*Aim of the task*
In the entries below, find each line with the word "dash" and pull it out.

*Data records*
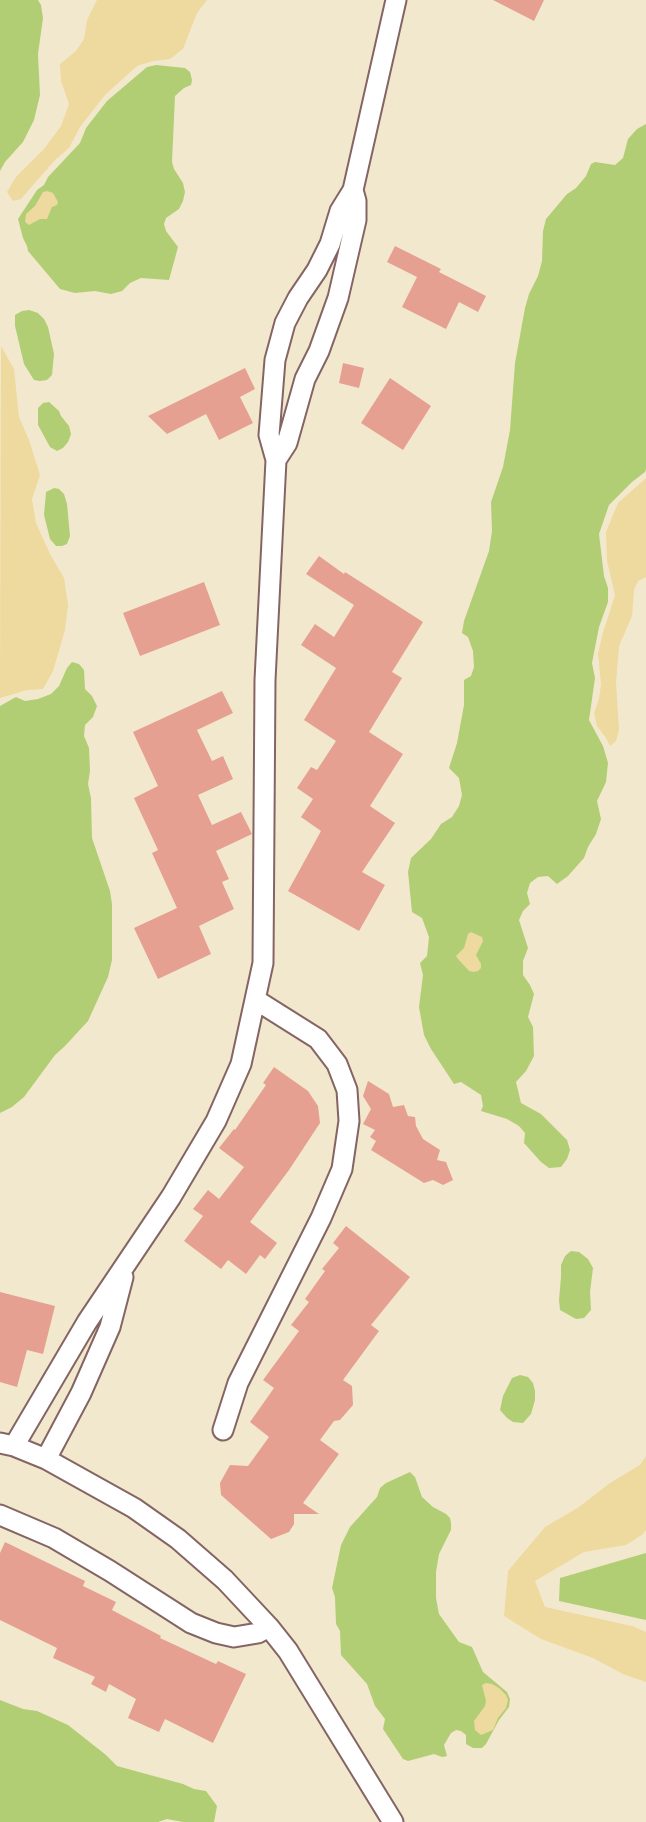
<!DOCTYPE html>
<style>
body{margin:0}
canvas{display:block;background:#f2e8cd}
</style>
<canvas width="646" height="1822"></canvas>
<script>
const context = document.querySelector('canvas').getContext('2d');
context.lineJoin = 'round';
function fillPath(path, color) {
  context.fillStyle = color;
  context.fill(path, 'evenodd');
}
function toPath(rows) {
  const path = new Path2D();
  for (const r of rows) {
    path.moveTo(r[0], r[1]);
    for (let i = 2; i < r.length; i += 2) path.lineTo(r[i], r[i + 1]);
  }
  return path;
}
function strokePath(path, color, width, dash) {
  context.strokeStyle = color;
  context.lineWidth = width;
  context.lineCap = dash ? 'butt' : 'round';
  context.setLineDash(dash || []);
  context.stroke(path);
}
fillPath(toPath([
 [0,0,38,0,41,5,43,18,38,54,40,95,34,120,23,142,5,162,0,171],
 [156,65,185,68,190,72,192,80,191,85,184,88,175,96,172,162,174,169,183,183,185,192,183,201,179,209,166,218,164,224,166,231,178,247,169,280,141,278,130,283,122,291,111,294,95,291,75,293,60,289,28,251,27,246,23,238,18,219,37,190,44,185,48,177,80,143,86,128,107,101,147,67],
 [646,124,646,469,645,472,632,482,609,505,599,534,604,576,608,588,608,602,599,627,592,663,595,678,589,720,603,746,608,763,606,782,597,801,601,819,596,834,588,847,584,858,568,876,557,884,548,876,538,877,530,883,527,893,530,904,523,911,519,920,528,948,523,961,523,975,530,985,534,994,528,1017,533,1027,534,1056,526,1071,516,1082,521,1103,541,1114,567,1140,570,1150,567,1159,561,1167,549,1168,541,1162,524,1143,525,1133,519,1126,507,1119,481,1111,483,1106,481,1095,461,1082,454,1084,431,1049,424,1035,419,1007,423,975,420,963,427,956,429,937,422,918,412,912,408,872,411,858,431,839,441,824,452,817,459,806,462,795,459,778,449,768,457,743,464,705,464,680,471,676,474,667,473,651,468,637,462,633,464,621,489,551,492,531,491,502,503,467,510,430,515,363,525,308,529,294,538,276,542,261,543,231,546,219,567,194,576,188,586,176,591,164,595,162,615,165,623,158,628,139,637,129],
 [29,310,38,313,44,319,48,327,54,354,52,375,47,380,40,381,34,380,24,364,15,326,15,315,22,311],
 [49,402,59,411,61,416,69,426,71,434,68,442,63,448,57,451,50,447,38,425,38,408,43,403],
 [54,488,59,489,64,494,67,504,70,536,67,544,62,546,56,546,50,539,44,515,46,492],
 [72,662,79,664,84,670,85,689,92,696,97,706,93,717,85,725,84,736,89,748,90,771,88,784,91,798,92,838,110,891,112,904,112,960,108,977,88,1021,65,1046,55,1055,24,1097,12,1107,0,1113,0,706,16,697,25,701,38,699,51,694,59,686,67,668],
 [571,1251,579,1252,588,1259,593,1268,590,1292,591,1310,584,1318,576,1319,560,1310,559,1300,561,1277,561,1265,565,1256],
 [520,1375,528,1377,533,1383,535,1391,535,1400,531,1414,523,1423,513,1422,507,1418,500,1410,503,1396,512,1378],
 [410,1472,415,1477,422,1497,433,1507,446,1514,450,1518,451,1523,451,1530,439,1554,436,1572,436,1598,439,1614,459,1642,472,1647,483,1672,507,1692,510,1699,509,1707,499,1720,486,1744,482,1748,473,1748,466,1744,466,1735,461,1731,456,1730,451,1733,444,1745,447,1756,442,1757,434,1754,408,1761,403,1759,383,1729,385,1719,375,1706,367,1684,341,1655,340,1631,336,1624,335,1597,332,1588,341,1545,350,1527,377,1497,380,1488,386,1483],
 [646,1553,646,1620,559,1601,560,1578],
 [0,1700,23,1709,37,1711,68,1725,106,1755,117,1766,183,1784,194,1789,206,1791,217,1806,214,1822,183,1822,167,1819,158,1822,0,1822]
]), '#b2ce74');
fillPath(toPath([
 [97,0,207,0,197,13,183,49,170,59,153,61,137,66,105,95,80,127,69,148,55,160,21,199,13,201,7,192,16,177,44,149,61,126,69,104,61,81,60,64,76,51,84,39,87,20],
 [47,191,53,193,58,202,57,205,52,207,47,219,40,219,29,225,25,222,26,214,35,206,43,192],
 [1,346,14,369,19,417,29,440,40,475,32,499,36,523,50,554,64,578,68,605,65,630,53,671,43,689,27,690,0,698],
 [646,478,646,577,638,581,634,590,632,616,619,646,616,682,619,730,616,741,610,746,606,738,597,726,594,713,599,699,601,684,598,654,602,636,615,595,607,561,606,532,618,503],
 [471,932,482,937,483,941,476,955,481,964,481,968,478,971,474,972,469,971,458,959,456,956,464,948,468,934],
 [646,1456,646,1530,643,1534,626,1545,584,1552,535,1581,545,1607,632,1626,646,1632,646,1682,623,1674,593,1658,541,1639,504,1616,508,1571,545,1527,579,1507,610,1483,640,1465],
 [486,1683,492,1684,499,1688,506,1695,508,1700,506,1708,498,1718,493,1730,481,1735,475,1730,474,1721,485,1706,486,1701,482,1685]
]), '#eeda9e');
fillPath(toPath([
 [493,0,544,0,534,21],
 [395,246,441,269,439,272,486,296,478,312,459,302,446,329,402,307,417,277,387,262],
 [343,363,364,368,359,388,339,383],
 [245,368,255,389,240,397,253,423,219,440,206,414,167,434,148,416],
 [390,378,431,406,403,450,361,423],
 [319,556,344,574,345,572,423,622,392,672,402,678,369,732,403,754,370,806,395,823,362,872,385,885,359,931,288,891,321,831,301,817,313,799,297,788,311,767,317,770,336,741,304,720,336,668,301,645,315,624,334,637,354,605,306,574],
 [204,582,220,625,140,656,123,613],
 [222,691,233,713,197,730,212,761,223,756,233,779,198,795,212,825,241,812,252,834,216,851,229,879,222,882,234,909,199,926,211,954,158,979,134,928,177,908,152,853,158,850,134,798,158,786,133,732],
 [274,1067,308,1091,318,1106,320,1123,289,1170,250,1222,277,1243,265,1259,260,1255,246,1274,228,1260,221,1269,184,1241,203,1216,193,1209,208,1190,219,1199,244,1167,219,1148,234,1129,235,1130,266,1085,263,1083],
 [368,1081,389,1094,393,1107,404,1105,408,1116,415,1117,416,1126,423,1139,440,1150,437,1160,446,1162,453,1180,443,1185,433,1180,424,1183,371,1150,376,1141,370,1137,375,1130,363,1124,371,1109,363,1096],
 [346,1226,410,1277,371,1325,379,1331,343,1380,352,1386,353,1405,340,1420,334,1421,320,1440,339,1454,303,1503,319,1514,294,1514,294,1524,289,1532,271,1539,221,1495,220,1483,230,1465,248,1466,269,1437,250,1422,274,1388,263,1380,299,1331,291,1325,309,1302,305,1299,325,1271,322,1269,339,1248,333,1243],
 [0,1292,55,1306,43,1354,27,1350,17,1387,0,1382],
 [5,1542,85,1581,83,1586,116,1602,112,1610,161,1636,160,1638,216,1664,218,1661,246,1674,213,1743,165,1719,159,1732,128,1718,136,1699,109,1684,106,1692,91,1684,95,1677,53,1658,57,1648,0,1620,0,1553]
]), '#e6a092');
const minor = toPath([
 [276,460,287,443,305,379,319,351,338,298,356,220,356,201,353,190],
 [223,1430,238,1383,321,1218,342,1169,349,1121,347,1090,337,1064,318,1039,256,1000],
 [0,1443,14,1446,46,1459,134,1508,178,1539,225,1580,269,1627,288,1651,393,1822],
 [14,1446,87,1322,171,1197,216,1121,241,1064,263,963,265,680,276,460,269,435,275,360,285,323,298,298,317,270,330,244,340,211,353,190,396,0],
 [46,1459,81,1393,110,1327,123,1277],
 [0,1515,54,1538,110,1571,191,1623,216,1633,234,1637,258,1633,269,1627]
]);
strokePath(minor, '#856564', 23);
strokePath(minor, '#fff', 19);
</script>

*Exercise result*
function strokePath(path, color, width, dash) {
  context.lineCap = dash ? 'butt' : 'round';
  context.setLineDash(dash || []);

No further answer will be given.